India recalled a conversation she had with a senior staff member at the BAME formal that she led at Newnham. The staff member was sceptical about cultural wear in formal settings at Cambridge, explaining that “it’s just too much material” for something like the saree to be worn underneath the academic gown.

However, the West doesn’t seem to hold the same critical attitude when they appreciate fashion from other cultures. India gave the example of the recent ‘skirt/dress over trousers’ trend, which sometimes features a similar drapey look.

This comes along with many other instances of cultural appropriation in the fashion industry in the West. From Oh Polly’s ‘Scandinavian dupattas’ to Gucci’s blackface turtleneck jumper, the whitewashing, rebranding and reselling of non-White cultures have been running rampant on the runway.

Reflecting on the sentiments surrounding the incompatibility of cultural wear with formal settings, India thinks that much of that stems from a colonial mindset. “Some White people think that it’s pajama-esque,” she said, “like it’s not formal enough”.

“It’s a way of othering,” India commented on the restrictiveness of the Cambridge graduation academic dress code. “They make it as hard as possible [to wear cultural wear for graduation]”.

This sentiment is shared by Fatima Zahra, a Black student who just graduated from Lucy Cavendish College. Having gone through the process of trying to graduate in her cultural wear, she described it as “a long, disintegrated process.”

“Essentially, it’s asking us to prove ourselves worthy of our culture,” Fatima said. In the application form, the student needs to submit pictures of them wearing the dress, alongside a justification of the importance of graduating in it. Fatima remarked, “The mental hurdle is a lot.”

As a result, Fatima didn’t manage to graduate in her Somali dress with the complications of the application, alongside the hectic schedule of graduation being right after exams and May week.

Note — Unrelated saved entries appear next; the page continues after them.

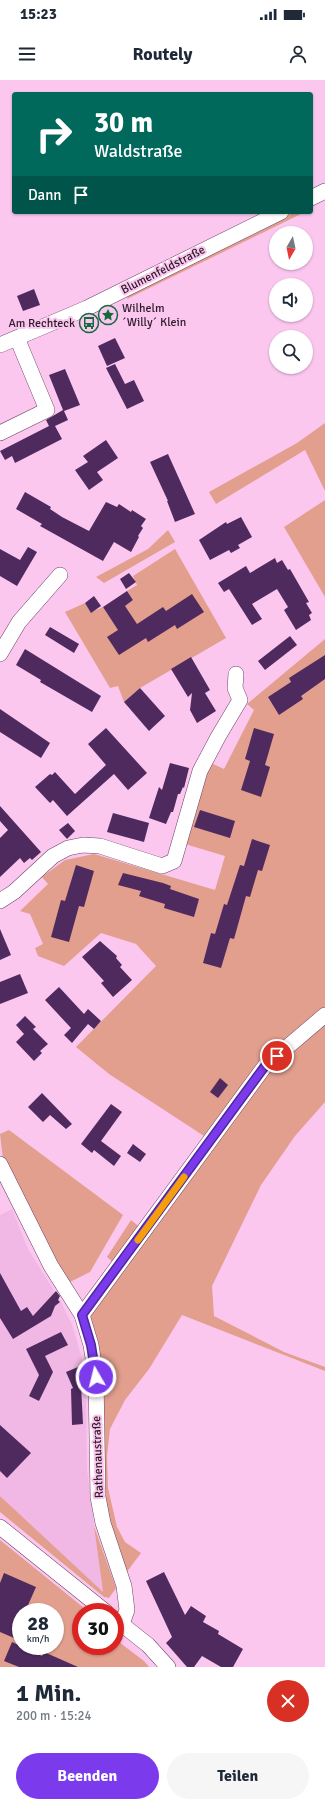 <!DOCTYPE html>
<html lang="de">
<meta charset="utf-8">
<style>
body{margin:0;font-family:Signika,sans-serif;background:#f6f6f7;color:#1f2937;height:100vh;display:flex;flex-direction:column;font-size:15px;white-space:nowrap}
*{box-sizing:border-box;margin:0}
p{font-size:13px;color:#747a83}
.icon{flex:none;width:22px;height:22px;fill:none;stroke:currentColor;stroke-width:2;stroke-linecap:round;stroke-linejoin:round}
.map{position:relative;height:1587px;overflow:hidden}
.details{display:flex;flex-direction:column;background:#fff;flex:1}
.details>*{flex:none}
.hud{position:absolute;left:12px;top:12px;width:301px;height:122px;border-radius:4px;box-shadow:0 1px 3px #0004;background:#00695c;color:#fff;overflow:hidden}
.needle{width:26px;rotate:189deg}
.tools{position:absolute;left:269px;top:146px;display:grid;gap:8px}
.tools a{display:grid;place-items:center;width:44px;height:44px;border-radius:50%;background:#fff;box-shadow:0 1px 3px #0004;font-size:20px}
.speed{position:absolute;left:12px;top:1523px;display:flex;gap:8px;font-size:20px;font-weight:700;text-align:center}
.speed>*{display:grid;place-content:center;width:52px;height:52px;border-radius:50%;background:#fff;box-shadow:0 1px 3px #0004;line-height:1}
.speed small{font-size:10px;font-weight:400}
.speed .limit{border:6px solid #d22;background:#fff;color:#111}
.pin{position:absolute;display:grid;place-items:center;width:34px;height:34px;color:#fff;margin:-17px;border:2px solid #fff;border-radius:50%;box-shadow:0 1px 4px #0007}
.me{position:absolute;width:44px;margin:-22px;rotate:352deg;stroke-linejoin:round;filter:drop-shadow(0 0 3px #0008)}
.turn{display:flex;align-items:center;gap:14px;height:84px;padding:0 16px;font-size:18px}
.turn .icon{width:52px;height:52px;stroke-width:2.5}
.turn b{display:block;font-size:28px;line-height:34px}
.then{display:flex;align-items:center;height:38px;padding:0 16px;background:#0003;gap:8px;font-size:15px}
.round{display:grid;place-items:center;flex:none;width:42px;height:42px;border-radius:21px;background:#f6f6f7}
.summary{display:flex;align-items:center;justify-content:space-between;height:68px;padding:0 16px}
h1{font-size:24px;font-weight:700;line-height:30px}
.primary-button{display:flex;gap:8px;margin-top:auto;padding:8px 16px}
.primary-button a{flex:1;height:46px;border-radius:24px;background:#7c3aed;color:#fff;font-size:16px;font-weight:700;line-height:46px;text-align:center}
.primary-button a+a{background:#f6f6f7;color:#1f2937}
.status{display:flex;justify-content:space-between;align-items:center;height:28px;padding:0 20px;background:#fff;direction:ltr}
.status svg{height:11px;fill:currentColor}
header{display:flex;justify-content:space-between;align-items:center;height:52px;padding:0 16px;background:#fff;font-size:18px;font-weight:700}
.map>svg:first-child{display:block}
.built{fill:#f2b8e5}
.green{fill:#e29f8e;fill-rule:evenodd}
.building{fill:#4f2a5f}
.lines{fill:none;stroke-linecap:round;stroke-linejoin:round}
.minor-casing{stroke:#6d4264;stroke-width:16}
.minor{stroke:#fff;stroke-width:15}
.route-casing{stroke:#51269a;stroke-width:10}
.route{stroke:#7c3aed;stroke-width:7}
.slow{stroke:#f59e0b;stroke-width:7}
.labels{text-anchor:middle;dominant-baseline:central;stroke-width:4;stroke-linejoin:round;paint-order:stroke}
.street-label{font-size:12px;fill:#2d1b29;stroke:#fbc7ef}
.poi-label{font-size:12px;fill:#2d1b29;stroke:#fbc7ef;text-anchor:start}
</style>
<div class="status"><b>15:23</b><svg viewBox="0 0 49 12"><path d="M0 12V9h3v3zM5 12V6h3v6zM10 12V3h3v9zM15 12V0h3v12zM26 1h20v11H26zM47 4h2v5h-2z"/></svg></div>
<header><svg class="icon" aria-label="menu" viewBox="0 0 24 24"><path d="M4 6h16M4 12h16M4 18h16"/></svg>Routely<svg class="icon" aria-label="person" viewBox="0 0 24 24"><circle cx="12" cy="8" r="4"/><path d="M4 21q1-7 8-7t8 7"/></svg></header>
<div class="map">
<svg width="325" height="1587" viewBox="0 0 325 1587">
<rect width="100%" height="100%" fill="#fbc7ef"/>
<path class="built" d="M12 1129 28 1169 61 1222 73 1247 84 1286 86 1314 87 1389 103 1513 0 1416V1135Z"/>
<g class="green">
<path d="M295 132H305L127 219 128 215Z"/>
<path d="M325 343V411L305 370 216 424 209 412 297 363Z"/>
<path d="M325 420V517L284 447Z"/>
<path d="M168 450 175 462 104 503 96 497 148 469Z"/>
<path d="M175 469 226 558 140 608 124 622 118 606 110 608 65 532 85 523 91 532 103 527 110 537 133 520 127 511 137 505 133 496Z"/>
<path d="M325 559V928L204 1056 109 994 76 967 156 886 136 864 101 853 64 886 38 876 35 868 43 864 30 834 20 831 48 804 42 797 65 780 94 774 215 810 225 776 185 764 202 705 211 683 224 689 254 630 247 624Z"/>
<path d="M325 944V1022L295 1056 261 1105 212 1206 214 1236 284 1272 325 1287V1291L182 1235 149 1289 125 1320 110 1349 107 1376 108 1408 117 1447 125 1462 141 1473 126 1493 109 1452 101 1395 105 1297 89 1232 252 1006Z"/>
<path d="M9 1050 123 1135 90 1192 70 1202 56 1184 3 1079 0 1054Z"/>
<path d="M131 1140 141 1148 115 1184 107 1177Z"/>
<path d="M0 1416 103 1512 94 1446 116 1508 109 1518 104 1517 0 1432Z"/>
<path d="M0 1460 89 1532H81V1566H115V1559L144 1581 149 1587H0ZM21 1532H55V1566H21Z"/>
</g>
<g class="building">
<path d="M34 209 40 225 23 231 17 216Z"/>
<path d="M115 258 125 278 107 286 98 266Z"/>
<path d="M115 284 125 304 134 300 144 321 127 329 106 288Z"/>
<path d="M65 289 80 325 64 331 68 340 55 346 62 359 15 383 12 376 5 380 0 371 49 346 46 340 63 330 49 295Z"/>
<path d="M106 360 118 378 97 392 103 400 89 410 75 390 88 382 83 376Z"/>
<path d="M168 374 195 434 175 442 167 421H168L150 382Z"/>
<path d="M25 412 51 427 50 429 62 437 89 451 106 422 117 427 119 424 131 432 132 430 146 439 141 446 143 448 138 456 139 457 131 472 114 462 103 481 40 446 42 444 16 429Z"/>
<path d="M241 437 252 457 238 465 240 468 231 473 229 470 210 480 199 460 226 442 227 444Z"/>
<path d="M28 467 37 472 17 506 0 496V469L20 480Z"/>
<path d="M275 478 277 483 282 480 288 490 290 489 309 522 306 523 312 533 309 535 311 540 296 550 284 530 288 527 277 509 252 524 262 539 252 545 229 509 224 512 218 503 246 486 250 493Z"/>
<path d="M129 493 136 502 126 509 120 499Z"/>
<path d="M127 511 133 520 125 526 137 544 163 527 166 531 192 514 204 532 177 549 175 545 148 562 146 558 119 575 107 557 118 550 103 527Z"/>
<path d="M94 516 101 526 91 533 85 523Z"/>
<path d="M50 547 79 564 74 573 45 555Z"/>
<path d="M290 556 297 565 265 590 258 581Z"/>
<path d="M25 569 101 616 92 632 40 602 41 600 16 585Z"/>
<path d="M325 575V599L301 616 303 619 279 635 268 617 291 602 289 598Z"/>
<path d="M191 577 210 610 205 613 216 631 197 643 190 630 192 613 188 617 171 589Z"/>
<path d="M140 608 165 636 149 651 124 622Z"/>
<path d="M0 629 50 663 41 678 0 652Z"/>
<path d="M106 648 147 693 128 710 114 694 67 736 53 720 50 723 35 707 50 694 52 695 55 692 75 714 106 685 88 664Z"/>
<path d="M254 648 274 654 265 685 270 687 261 717 241 710 250 681 245 679Z"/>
<path d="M170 683 189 688 184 708 183 707 180 714H178L173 732H171L166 744 149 738 159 707 162 710Z"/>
<path d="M0 726 41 772 32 780 30 778 24 783 20 778 0 797V758L8 750 0 741Z"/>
<path d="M200 730 235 741 230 758 194 747Z"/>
<path d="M113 733 149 743 144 762 107 752Z"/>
<path d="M68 743 75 751 67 759 59 750Z"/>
<path d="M252 759 270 765 262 791 258 790 250 817 246 816 234 859 230 858 221 888 203 883 211 853 215 854 224 824 227 825 240 785 244 786Z"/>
<path d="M76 785 94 791 84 827 79 826 69 862 51 857 61 820 65 821Z"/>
<path d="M123 793 163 803 171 806 170 809 199 819 194 837 164 828 165 824 139 816 141 811 118 805Z"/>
<path d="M0 849 11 875 0 880Z"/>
<path d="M100 861 117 876 116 878 122 885 120 887 132 900 113 917 101 903 104 901 82 877Z"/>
<path d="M20 894 28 913 0 924V902Z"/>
<path d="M59 907 84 934 88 929 101 941 94 949 88 944 72 963 64 955 71 948 45 920Z"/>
<path d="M25 936 36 947 33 949 48 964 40 971 42 973 34 981 16 962 24 954 16 945Z"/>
<path d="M220 998 228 1005 218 1018 210 1012Z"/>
<path d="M42 1013 72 1044 66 1049 50 1035 43 1042 28 1027Z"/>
<path d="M111 1024 122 1032 101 1061 121 1076 114 1086 94 1070 92 1073 81 1064Z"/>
<path d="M133 1064 146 1074 140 1082 127 1073Z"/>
<path d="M0 1193 21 1231 27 1227 33 1236 56 1211 60 1216 58 1220 60 1222 55 1226 51 1236 13 1259 0 1238Z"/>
<path d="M61 1252 68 1265 45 1276 53 1292 39 1321 29 1316 39 1295 26 1269Z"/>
<path d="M78 1287 83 1304 81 1305 83 1344 72 1345 71 1309 73 1308 66 1292Z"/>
<path d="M0 1345 31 1373 7 1398 0 1391Z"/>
<path d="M164 1492 185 1535 191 1526 206 1536 203 1542 219 1551 218 1554 243 1569 233 1587H221L202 1576 194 1587H187L166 1563 172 1557 146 1501Z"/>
<path d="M4 1493 36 1507 25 1532H21V1542L14 1558 0 1552V1503Z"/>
<path d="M12 1562 42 1576 44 1572 78 1587H19L4 1581Z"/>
</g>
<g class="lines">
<defs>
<g id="minor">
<path d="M311 118 325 111"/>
<path d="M0 265 87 228 281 132"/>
<path d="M0 353 47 330 17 258"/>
<path d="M0 574 19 542 60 495"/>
<path d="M0 821 14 812 53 776 68 768 83 765 100 766 162 786 174 781 200 691 218 657 240 620 235 608 236 594"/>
<path d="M0 1084 51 1186 82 1235 91 1265 96 1297 98 1417 103 1443 124 1506 127 1530 122 1544"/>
<path d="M82 1235 265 986 325 935"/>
<path d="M0 1447 106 1532"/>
<path d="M115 1539 148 1565 168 1587"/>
</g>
</defs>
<use href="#minor" class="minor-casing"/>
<use href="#minor" class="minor"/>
</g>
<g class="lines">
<defs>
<path id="route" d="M96 1297 91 1265 82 1235 265 986 277 976"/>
</defs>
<use href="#route" class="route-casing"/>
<use href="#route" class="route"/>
<path class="slow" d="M138 1160 184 1097"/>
</g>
<defs>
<symbol id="sight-ring" viewBox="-11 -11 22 22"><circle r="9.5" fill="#fbc7ef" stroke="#126a3d" stroke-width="1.5"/><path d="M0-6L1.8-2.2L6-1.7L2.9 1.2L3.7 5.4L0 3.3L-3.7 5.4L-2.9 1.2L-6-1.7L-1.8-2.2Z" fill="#126a3d"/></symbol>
<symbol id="bus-ring" viewBox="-11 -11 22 22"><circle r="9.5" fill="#fbc7ef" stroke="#126a3d" stroke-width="1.5"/><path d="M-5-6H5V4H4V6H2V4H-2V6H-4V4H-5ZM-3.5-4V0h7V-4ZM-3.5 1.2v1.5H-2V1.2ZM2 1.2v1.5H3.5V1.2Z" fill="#126a3d"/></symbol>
</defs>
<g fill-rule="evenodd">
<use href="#sight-ring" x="97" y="224" width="22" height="22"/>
<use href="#bus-ring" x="78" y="232" width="22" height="22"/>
</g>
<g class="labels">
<g class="street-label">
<text transform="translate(163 190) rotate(-27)">Blumenfeldstraße</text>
<text transform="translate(98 1377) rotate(-92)">Rathenaustraße</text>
</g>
<g class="poi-label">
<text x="122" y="228">Wilhelm<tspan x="122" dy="14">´Willy´ Klein</tspan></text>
<text x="75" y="243" text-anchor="end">Am Rechteck</text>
</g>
</g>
</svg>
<div class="tools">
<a><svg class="needle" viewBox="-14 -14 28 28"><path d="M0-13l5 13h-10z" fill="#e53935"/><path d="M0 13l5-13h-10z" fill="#747a83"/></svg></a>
<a><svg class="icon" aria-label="sound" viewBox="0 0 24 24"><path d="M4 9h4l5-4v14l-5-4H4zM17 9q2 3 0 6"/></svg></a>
<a><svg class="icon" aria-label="search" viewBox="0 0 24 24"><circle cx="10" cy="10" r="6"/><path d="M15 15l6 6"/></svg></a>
</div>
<div class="speed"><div>28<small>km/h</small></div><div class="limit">30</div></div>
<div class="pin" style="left:277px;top:976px;background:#d93025"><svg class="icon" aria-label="arrive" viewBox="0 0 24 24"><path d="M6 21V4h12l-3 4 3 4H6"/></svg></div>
<svg class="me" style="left:96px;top:1297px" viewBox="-20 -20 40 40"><circle r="17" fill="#7c3aed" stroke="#fff" stroke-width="3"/><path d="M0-11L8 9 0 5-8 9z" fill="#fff"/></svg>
<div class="hud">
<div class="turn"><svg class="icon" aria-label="right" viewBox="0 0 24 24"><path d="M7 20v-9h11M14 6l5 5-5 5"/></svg><div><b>30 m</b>Waldstraße</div></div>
<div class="then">Dann<svg class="icon" aria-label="arrive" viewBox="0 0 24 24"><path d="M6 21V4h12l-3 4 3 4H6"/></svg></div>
</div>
</div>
<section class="details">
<div class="summary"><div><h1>1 Min.</h1><p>200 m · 15:24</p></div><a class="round" style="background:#d93025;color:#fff"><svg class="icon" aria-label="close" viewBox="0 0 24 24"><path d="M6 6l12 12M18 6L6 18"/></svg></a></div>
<div class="primary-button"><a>Beenden</a><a>Teilen</a></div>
</section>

Even wearing the standard dressing, Fatima was asked to take out her Somali-style earrings by the Praelector, citing that they were “too dangly.”

However, she did wear the Somali dress to the college’s graduation formal. “I felt beautiful,” she reflected on the experience, “but also perceived.”

“The symbolism of cultural wear is not only about the individual student’s personal choice, but also about their cultural identity that does not require the approval of the institution”

As the only Black student in cultural wear in the room, Fatima found the ethnic cultural visibility disappointingly low – not just in the formal hall, but in Cambridge more widely.

Fatima in her Somali dress at the college graduation formalFatima Zahra with permission for Varsity

Indeed, the optics of cultural wear mean more than aesthetics. It is about creating an environment where other minority racial groups find comfort and affirmation in being able to publicly display their own culture.

The Cambridge graduation is of great importance because of the visibility, prestige and history it carries. “The prestige begins with the specificity of the dress code; the strict dress code then elevates and gatekeeps that prestige,” said Fatima.

The uninviting semantics, bureaucratic procedures and the policing of students’ culture in Cambridge have to be removed. The symbolism of cultural wear is not only about the individual student’s personal choice, but also about their cultural identity that does not require the approval of the institution.

It is regrettable that much of the world stage has been conquered by the West, to the extent that the piece of cloth to cover one’s body needs to appease the oppressor. As Cambridge students, therefore, it’s time to start with the college formal hall and the Senate House, to push against this old-fashioned colonial thinking.